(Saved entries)
———

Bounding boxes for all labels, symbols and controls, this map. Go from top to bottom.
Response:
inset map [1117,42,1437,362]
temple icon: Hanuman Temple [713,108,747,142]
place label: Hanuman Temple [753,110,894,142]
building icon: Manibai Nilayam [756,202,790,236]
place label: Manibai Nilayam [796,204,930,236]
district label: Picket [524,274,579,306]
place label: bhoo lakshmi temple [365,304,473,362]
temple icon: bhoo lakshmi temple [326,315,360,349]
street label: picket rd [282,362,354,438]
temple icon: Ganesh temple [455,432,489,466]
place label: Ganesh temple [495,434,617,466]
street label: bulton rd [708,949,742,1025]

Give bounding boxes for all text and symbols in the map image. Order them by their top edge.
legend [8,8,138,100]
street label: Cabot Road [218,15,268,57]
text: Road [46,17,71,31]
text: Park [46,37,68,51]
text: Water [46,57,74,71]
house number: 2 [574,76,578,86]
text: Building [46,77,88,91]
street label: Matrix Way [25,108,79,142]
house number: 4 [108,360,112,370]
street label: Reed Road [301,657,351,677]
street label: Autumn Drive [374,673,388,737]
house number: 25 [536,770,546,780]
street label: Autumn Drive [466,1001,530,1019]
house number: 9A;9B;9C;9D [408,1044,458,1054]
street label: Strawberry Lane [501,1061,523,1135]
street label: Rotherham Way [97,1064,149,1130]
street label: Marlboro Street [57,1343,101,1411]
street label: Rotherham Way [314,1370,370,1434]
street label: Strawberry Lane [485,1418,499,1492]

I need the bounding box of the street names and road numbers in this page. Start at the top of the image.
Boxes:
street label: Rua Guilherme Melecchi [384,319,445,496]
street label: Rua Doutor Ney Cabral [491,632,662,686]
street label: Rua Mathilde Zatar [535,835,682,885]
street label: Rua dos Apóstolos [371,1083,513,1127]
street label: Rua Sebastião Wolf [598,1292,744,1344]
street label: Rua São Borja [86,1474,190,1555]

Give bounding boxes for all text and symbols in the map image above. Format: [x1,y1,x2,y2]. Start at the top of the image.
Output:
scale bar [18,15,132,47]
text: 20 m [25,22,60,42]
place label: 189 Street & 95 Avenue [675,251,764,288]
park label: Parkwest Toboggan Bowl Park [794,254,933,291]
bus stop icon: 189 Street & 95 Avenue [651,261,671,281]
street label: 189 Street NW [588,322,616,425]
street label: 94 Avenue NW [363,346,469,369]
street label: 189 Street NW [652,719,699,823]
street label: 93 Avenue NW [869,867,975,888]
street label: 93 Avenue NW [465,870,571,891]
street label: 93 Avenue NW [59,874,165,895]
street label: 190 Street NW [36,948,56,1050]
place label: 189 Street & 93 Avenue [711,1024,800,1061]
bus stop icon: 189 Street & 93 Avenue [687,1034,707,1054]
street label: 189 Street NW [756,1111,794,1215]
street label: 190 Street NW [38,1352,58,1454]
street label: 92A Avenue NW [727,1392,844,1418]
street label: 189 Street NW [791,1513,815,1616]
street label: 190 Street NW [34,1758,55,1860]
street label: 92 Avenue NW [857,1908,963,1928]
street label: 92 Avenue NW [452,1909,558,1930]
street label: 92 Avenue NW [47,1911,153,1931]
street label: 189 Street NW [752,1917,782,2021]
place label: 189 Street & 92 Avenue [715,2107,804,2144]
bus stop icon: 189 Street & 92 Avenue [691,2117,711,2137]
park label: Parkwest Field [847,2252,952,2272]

———

• [Exercise objective] Copy each line above that contains the word "Start".

• [Exercise solution]
I need the bounding box of the street names and road numbers in this page. Start at the top of the image.
Give bounding boxes for all text and symbols in the map image above. Format: [x1,y1,x2,y2]. Start at the top of the image.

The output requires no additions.